During Hurricane Katrina, the trunks of Ms. Title’s trees were blown, damaging the Hoerner’s brick wall, patio, pool and landscaping. The damage was not caused by branches hanging over the wall, and the trees did not fall due to lack of maintenance or improper trimming. Nevertheless, the Hoerners sued Ms. Title for repairs to their property, alleging that she was strictly liable under Article 2317.1 of the Louisiana Civil Code. That provision directed that the owner of a thing (like a tree) was liable for damage occasioned by its defect upon a showing that she knew or, in the exercise of reasonable care, should have known of the defect which caused the damage, that the damage could have been prevented by the exercise of reasonable care, and that she failed to exercise such reasonable care. Ms. Title argued that the trees were not defective and she is entitled to the defense of force majeure. The trial court agreed with Ms. Title, and the Hoerners appealed.
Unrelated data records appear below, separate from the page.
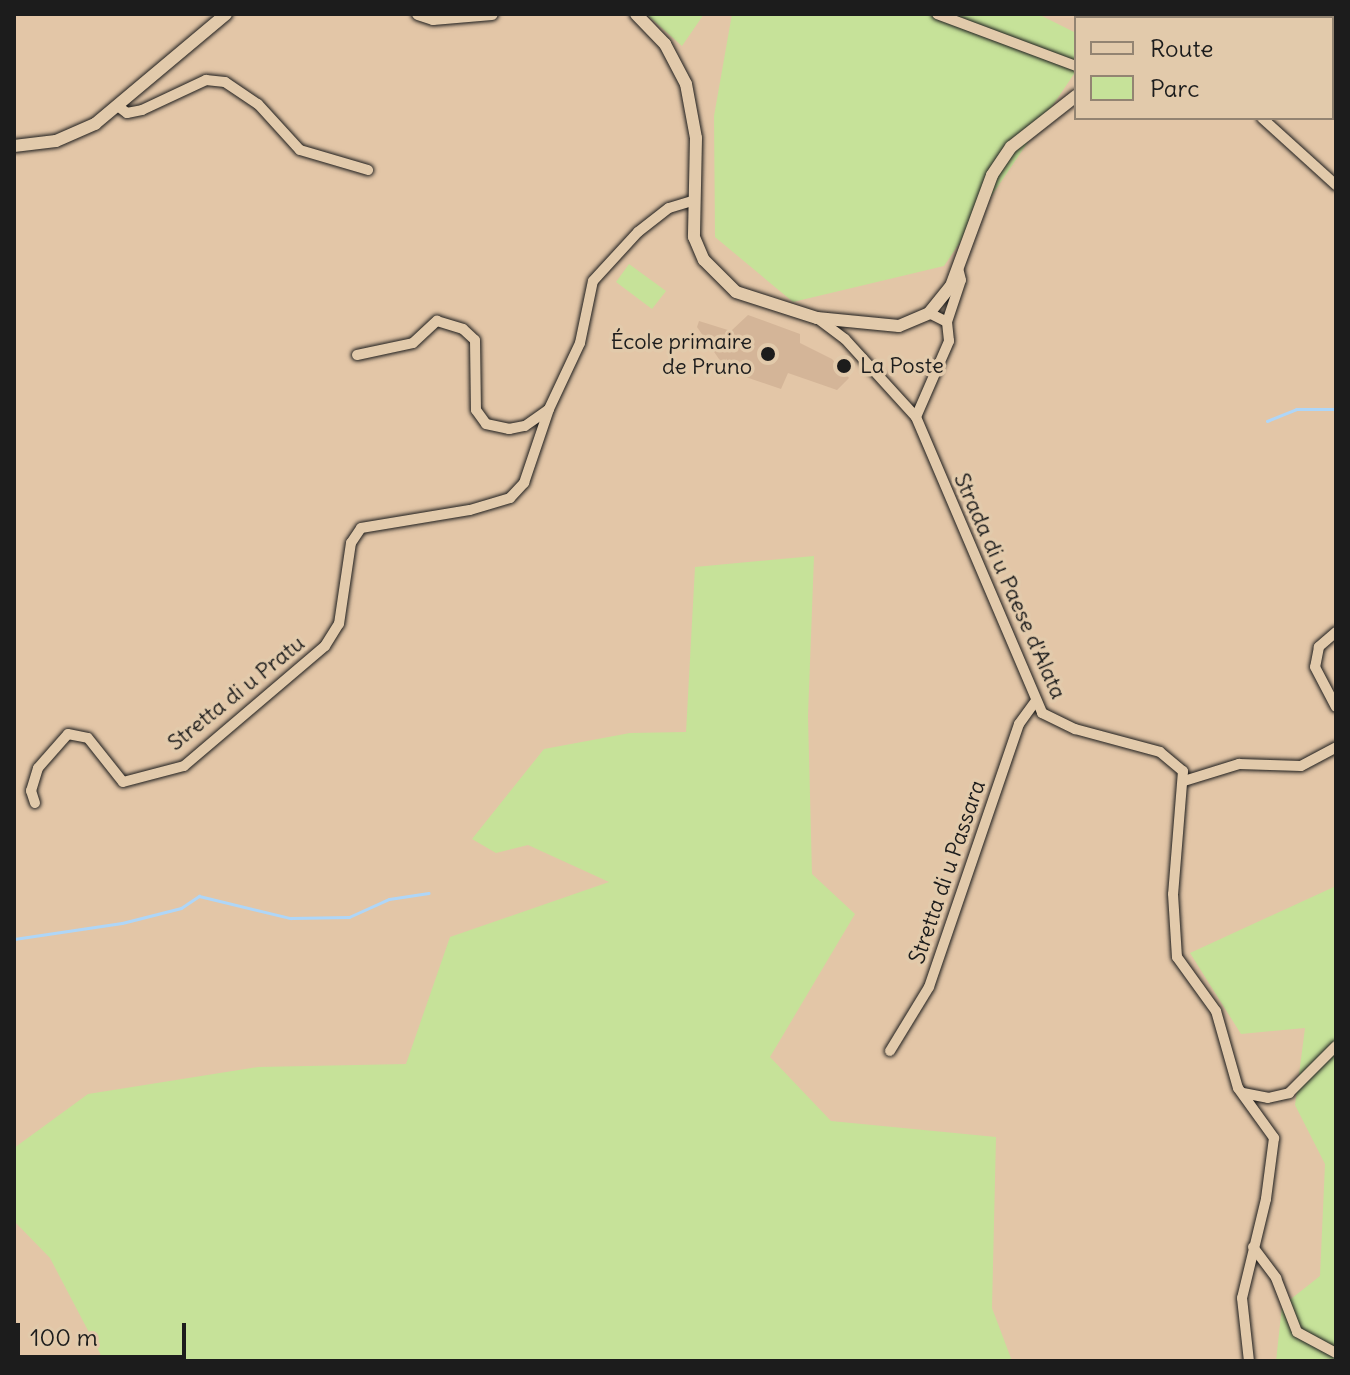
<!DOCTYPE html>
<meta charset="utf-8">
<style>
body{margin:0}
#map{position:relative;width:1350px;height:1375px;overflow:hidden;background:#e3c6a7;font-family:Delius,sans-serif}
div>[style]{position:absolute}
.built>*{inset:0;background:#d4b598}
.green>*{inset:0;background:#c6e299}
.stream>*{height:3px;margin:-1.5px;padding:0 1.5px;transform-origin:1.5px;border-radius:1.5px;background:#aed6f8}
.roads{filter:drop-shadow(0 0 2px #1c1c1c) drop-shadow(0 0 2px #1c1c1c)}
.minor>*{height:10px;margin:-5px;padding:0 5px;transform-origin:5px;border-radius:5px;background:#e2caab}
.tertiary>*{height:12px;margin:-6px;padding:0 6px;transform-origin:6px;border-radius:6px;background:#e2caab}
.dots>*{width:22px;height:22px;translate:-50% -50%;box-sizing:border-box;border:4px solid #e2caab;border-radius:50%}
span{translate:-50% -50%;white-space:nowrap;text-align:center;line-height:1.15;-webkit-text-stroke:7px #e2caab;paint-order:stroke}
.poi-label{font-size:22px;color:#1c1c1c}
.right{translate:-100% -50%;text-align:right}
.left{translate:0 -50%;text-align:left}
.street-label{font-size:22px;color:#1c1c1c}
.frame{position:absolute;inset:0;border:16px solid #1c1c1c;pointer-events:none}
.legend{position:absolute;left:1074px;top:16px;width:260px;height:104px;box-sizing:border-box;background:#e2caab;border:2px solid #938472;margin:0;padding:10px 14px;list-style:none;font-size:24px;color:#1c1c1c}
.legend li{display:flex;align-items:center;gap:16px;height:40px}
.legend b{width:40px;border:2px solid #938472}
.scale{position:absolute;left:16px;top:1323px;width:170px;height:36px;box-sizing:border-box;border:4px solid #1c1c1c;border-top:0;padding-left:10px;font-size:24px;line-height:28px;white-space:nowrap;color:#1c1c1c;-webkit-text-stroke:6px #e2caab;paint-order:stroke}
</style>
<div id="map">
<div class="built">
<div style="clip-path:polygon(748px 315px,800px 334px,800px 343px,832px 359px,849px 378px,837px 390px,788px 373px,781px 389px,737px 374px,719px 359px,697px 327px,699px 321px,731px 331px)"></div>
</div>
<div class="green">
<div style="clip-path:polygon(646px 14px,704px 14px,682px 46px)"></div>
<div style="clip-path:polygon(732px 14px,1038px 14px,1076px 33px,1076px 71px,944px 266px,793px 302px,715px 237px,714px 116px)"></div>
<div style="clip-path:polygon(629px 264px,666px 291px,652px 309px,616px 282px)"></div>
<div style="clip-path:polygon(814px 556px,808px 716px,812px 874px,855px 914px,770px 1057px,831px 1121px,996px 1137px,992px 1308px,1012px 1361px,104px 1361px,50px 1258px,14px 1221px,14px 1148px,88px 1094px,258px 1067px,406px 1064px,450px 937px,609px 882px,528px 845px,496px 853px,472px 839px,544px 749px,630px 733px,686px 732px,695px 567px)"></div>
<div style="clip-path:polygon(1336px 886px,1336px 1361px,1276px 1361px,1282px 1306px,1320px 1276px,1325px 1164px,1295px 1105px,1305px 1028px,1241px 1034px,1190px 953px)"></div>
</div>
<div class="stream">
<div style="left:1267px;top:421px;width:31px;rotate:-22deg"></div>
<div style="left:1296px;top:409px;width:40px"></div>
<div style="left:14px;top:939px;width:109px;rotate:-8.4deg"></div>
<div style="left:122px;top:923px;width:61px;rotate:-14.3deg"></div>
<div style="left:181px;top:908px;width:22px;rotate:-34deg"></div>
<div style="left:199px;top:896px;width:94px;rotate:13.6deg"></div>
<div style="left:290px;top:918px;width:59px;rotate:-1deg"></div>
<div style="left:349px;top:917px;width:44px;rotate:-24.2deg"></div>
<div style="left:389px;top:899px;width:40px;rotate:-8.5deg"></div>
</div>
<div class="roads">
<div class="minor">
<div style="left:937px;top:14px;width:148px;rotate:20.5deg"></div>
<div style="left:119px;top:107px;width:10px;rotate:37deg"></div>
<div style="left:127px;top:113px;width:15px;rotate:-11deg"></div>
<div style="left:142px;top:110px;width:71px;rotate:-25.1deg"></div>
<div style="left:206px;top:80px;width:19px;rotate:6deg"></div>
<div style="left:225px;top:82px;width:40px;rotate:34deg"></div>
<div style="left:258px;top:104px;width:62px;rotate:47.6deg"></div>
<div style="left:300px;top:150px;width:71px;rotate:16.4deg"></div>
<div style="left:1262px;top:118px;width:100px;rotate:42.2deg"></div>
<div style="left:817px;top:318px;width:35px;rotate:37deg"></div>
<div style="left:845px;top:339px;width:105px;rotate:47.7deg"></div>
<div style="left:916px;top:417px;width:322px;rotate:66.9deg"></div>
<div style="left:1042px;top:713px;width:37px;rotate:26deg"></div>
<div style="left:1075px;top:729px;width:88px;rotate:15.1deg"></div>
<div style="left:1160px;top:752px;width:30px;rotate:40deg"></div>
<div style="left:1183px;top:771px;width:123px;rotate:94.6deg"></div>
<div style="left:1173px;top:894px;width:63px;rotate:86.4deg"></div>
<div style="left:1177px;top:957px;width:67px;rotate:54.2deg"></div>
<div style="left:1216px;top:1011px;width:80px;rotate:74.1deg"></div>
<div style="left:1238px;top:1088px;width:62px;rotate:54.2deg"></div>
<div style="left:1274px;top:1138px;width:62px;rotate:97.5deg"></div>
<div style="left:1266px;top:1199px;width:102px;rotate:103.6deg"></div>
<div style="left:1242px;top:1298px;width:63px;rotate:83.7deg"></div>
<div style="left:947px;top:322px;width:44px;rotate:-71.6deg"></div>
<div style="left:961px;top:280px;width:12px;rotate:-104deg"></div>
<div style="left:357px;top:355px;width:57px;rotate:-12.1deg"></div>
<div style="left:413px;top:343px;width:33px;rotate:-43deg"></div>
<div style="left:437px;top:321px;width:27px;rotate:17deg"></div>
<div style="left:463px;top:329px;width:16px;rotate:43deg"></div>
<div style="left:475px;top:340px;width:70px;rotate:89.2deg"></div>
<div style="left:476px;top:410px;width:17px;rotate:54deg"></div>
<div style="left:486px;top:424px;width:24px;rotate:12deg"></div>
<div style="left:509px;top:429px;width:16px;rotate:-11deg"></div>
<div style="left:525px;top:426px;width:29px;rotate:-35deg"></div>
<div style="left:916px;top:417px;width:83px;rotate:-66.5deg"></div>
<div style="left:949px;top:341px;width:19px;rotate:-96deg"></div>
<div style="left:947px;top:322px;width:20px;rotate:-153deg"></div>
<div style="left:1336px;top:632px;width:23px;rotate:139deg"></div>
<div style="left:1319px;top:647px;width:20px;rotate:101deg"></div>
<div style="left:1315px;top:667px;width:45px;rotate:62.3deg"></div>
<div style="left:1184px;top:781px;width:58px;rotate:-17.2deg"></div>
<div style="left:1239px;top:764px;width:62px;rotate:1.8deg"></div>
<div style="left:1301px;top:766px;width:40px;rotate:-28deg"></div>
<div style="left:35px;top:803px;width:13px;rotate:-108deg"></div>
<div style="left:31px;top:791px;width:24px;rotate:-73deg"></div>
<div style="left:38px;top:768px;width:45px;rotate:-48.6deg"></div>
<div style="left:68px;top:734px;width:20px;rotate:11deg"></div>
<div style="left:88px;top:738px;width:56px;rotate:51.5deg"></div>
<div style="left:123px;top:782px;width:63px;rotate:-14.7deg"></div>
<div style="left:184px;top:766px;width:185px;rotate:-40.4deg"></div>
<div style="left:325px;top:646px;width:26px;rotate:-58deg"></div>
<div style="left:339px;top:624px;width:82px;rotate:-81.6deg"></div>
<div style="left:351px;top:543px;width:18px;rotate:-56deg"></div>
<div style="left:361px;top:528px;width:110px;rotate:-9.4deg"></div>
<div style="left:470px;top:510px;width:42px;rotate:-16.7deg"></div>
<div style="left:510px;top:498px;width:21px;rotate:-47deg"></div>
<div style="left:524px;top:483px;width:78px;rotate:-71.3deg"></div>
<div style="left:549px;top:409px;width:73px;rotate:-64.8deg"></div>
<div style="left:580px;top:343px;width:63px;rotate:-78.2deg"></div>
<div style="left:593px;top:281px;width:67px;rotate:-47.4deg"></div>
<div style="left:638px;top:232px;width:39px;rotate:-38deg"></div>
<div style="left:669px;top:208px;width:24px;rotate:-17deg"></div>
<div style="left:890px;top:1051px;width:75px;rotate:-58.6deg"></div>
<div style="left:929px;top:987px;width:278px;rotate:-71.1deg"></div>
<div style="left:1019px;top:724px;width:27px;rotate:-54deg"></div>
<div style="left:1243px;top:1093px;width:25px;rotate:11deg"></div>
<div style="left:1268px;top:1098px;width:22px;rotate:-13deg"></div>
<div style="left:1289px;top:1093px;width:66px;rotate:-45deg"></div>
<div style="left:1253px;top:1247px;width:39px;rotate:53deg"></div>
<div style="left:1276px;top:1278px;width:58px;rotate:68.7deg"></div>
<div style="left:1297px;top:1332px;width:44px;rotate:28.3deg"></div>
</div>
<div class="tertiary">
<div style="left:418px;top:14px;width:16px;rotate:18deg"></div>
<div style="left:433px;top:19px;width:59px;rotate:-4.8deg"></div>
<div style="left:636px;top:14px;width:42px;rotate:46deg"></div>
<div style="left:665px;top:44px;width:45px;rotate:62.3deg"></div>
<div style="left:686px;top:84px;width:55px;rotate:79.5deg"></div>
<div style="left:696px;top:138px;width:99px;rotate:91.2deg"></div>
<div style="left:694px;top:237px;width:25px;rotate:67deg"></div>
<div style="left:704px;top:260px;width:45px;rotate:45deg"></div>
<div style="left:736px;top:292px;width:85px;rotate:17.8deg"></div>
<div style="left:817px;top:318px;width:82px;rotate:5.6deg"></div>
<div style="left:899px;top:326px;width:33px;rotate:-23deg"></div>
<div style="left:929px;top:313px;width:35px;rotate:-51deg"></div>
<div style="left:951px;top:286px;width:118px;rotate:-69.7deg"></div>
<div style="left:992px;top:175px;width:34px;rotate:-56deg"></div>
<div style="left:1011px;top:147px;width:83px;rotate:-38.1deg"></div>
<div style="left:1189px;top:18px;width:9px;rotate:-27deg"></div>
<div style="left:14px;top:146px;width:42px;rotate:-6.8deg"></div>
<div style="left:56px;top:141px;width:43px;rotate:-23.6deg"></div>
<div style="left:95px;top:124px;width:171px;rotate:-40deg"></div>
</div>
</div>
<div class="dots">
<div style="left:768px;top:354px;background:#1c1c1c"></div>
<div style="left:844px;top:366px;background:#1c1c1c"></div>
</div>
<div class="poi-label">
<span class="right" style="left:752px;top:354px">École primaire<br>de Pruno</span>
<span class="left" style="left:860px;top:366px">La Poste</span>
</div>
<div class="street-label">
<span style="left:1010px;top:586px;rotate:66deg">Strada di u Paese d'Alata</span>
<span style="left:236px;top:693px;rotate:-39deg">Stretta di u Pratu</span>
<span style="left:947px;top:872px;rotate:-71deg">Stretta di u Passara</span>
</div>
<div class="frame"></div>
<ul class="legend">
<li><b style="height:10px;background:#e2caab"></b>Route</li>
<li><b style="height:22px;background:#c6e299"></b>Parc</li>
</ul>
<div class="scale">100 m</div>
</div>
Held: Ms. Title was not liable. Under Article 2317.1, in order to establish liability a plaintiff must demonstrate that the owner of the thing knew, or should have known, in the exercise of reasonable care of the defect which caused the damage, that the damage could have been prevented by the exercise of reasonable care, and that the owner failed to exercise such reasonable care. Here, the Hoerners admitted that the trees were healthy, but they complained they were defective because they were neglected and overgrown and placed too close to the brick wall. The Hoerners cited a case where lack of tree maintenance was considered in finding that the owner had knowledge, but the Court observed that case involved a diseased tree. Ms. Title’s trees, on the other hand, were healthy.
Based on the evidence, the Court said, it did not find that Ms. Title’s trees were defective for lack of maintenance or location. While the Hoerners had shown Ms. Title’s trees had plenty of overgrowth into their yard, the evidence showed that the trees themselves were blown over and into the brick wall, causing all of the damage to the Hoerners’ property. It was not the overgrowth that did the damage. Additionally, Ms. Title was entitled to the defense of force majeure. The Court observed that the winds of Hurricane Katrina caused trees to fall and damage property regardless of maintenance or location all over the Greater New Orleans area. Thus, she could not be liable for the fallen trees under any circumstances.